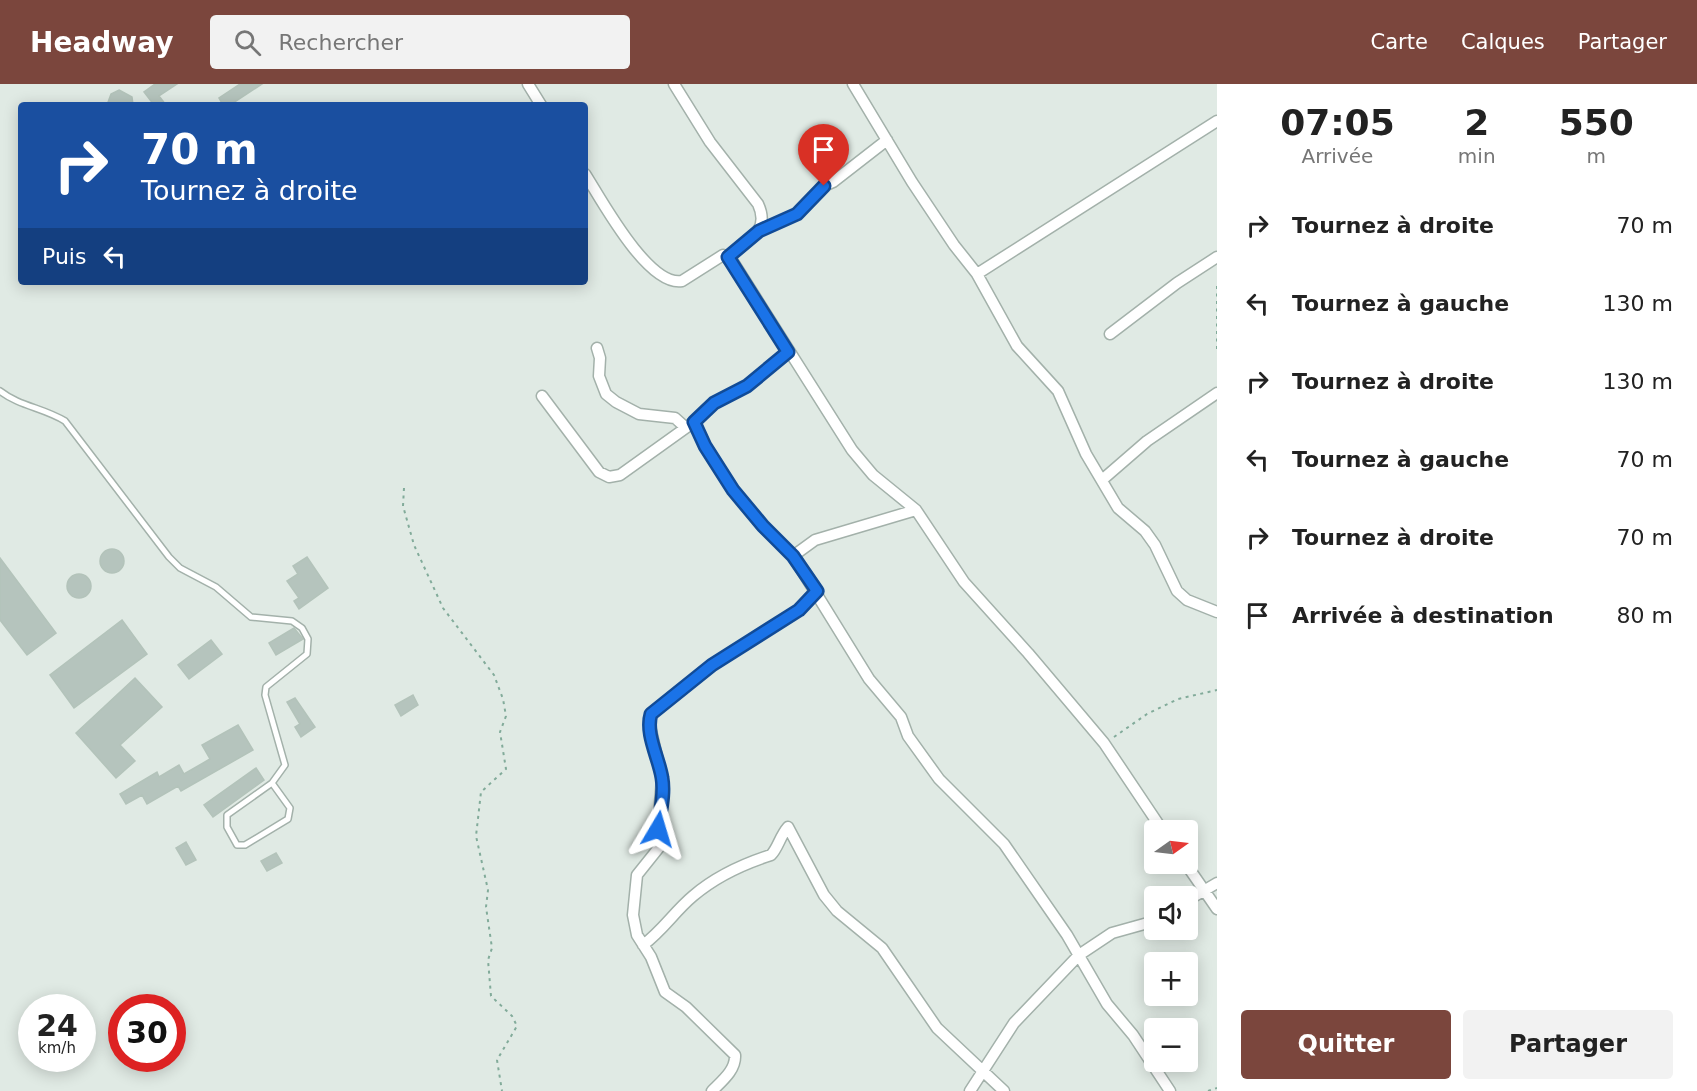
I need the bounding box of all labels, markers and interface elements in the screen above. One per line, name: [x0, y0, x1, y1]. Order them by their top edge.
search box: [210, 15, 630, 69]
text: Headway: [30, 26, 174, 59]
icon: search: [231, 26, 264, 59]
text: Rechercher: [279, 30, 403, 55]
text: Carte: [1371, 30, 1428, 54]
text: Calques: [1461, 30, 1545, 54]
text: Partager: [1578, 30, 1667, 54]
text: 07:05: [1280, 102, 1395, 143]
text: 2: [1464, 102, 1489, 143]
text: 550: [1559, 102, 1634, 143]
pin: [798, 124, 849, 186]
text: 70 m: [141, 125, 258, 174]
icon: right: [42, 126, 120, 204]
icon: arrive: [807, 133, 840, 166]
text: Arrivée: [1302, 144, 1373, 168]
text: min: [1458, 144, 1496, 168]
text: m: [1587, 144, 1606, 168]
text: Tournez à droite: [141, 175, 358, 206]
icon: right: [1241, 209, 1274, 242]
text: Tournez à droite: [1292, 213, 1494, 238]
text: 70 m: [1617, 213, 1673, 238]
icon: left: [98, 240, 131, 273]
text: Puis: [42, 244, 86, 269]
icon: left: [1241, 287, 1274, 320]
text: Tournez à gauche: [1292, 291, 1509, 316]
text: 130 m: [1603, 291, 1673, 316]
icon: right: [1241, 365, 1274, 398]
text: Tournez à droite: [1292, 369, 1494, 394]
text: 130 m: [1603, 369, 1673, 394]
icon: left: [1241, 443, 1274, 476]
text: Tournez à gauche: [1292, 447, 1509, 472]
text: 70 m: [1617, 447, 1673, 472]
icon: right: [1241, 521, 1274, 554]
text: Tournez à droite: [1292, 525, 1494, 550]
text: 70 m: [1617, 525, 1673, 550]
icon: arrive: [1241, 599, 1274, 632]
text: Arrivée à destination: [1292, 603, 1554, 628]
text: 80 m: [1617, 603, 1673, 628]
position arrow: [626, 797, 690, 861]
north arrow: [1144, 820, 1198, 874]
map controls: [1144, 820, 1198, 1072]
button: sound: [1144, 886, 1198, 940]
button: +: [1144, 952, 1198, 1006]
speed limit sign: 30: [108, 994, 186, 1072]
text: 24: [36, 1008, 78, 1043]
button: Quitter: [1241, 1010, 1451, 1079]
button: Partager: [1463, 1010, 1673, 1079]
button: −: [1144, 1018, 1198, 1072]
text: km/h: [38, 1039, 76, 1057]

TASK DESCRIPTION:
Take from the listing above each line in which the string "Arrivée" is found.

THE COMPLETED TASK:
text: Arrivée: [1302, 144, 1373, 168]
text: Arrivée à destination: [1292, 603, 1554, 628]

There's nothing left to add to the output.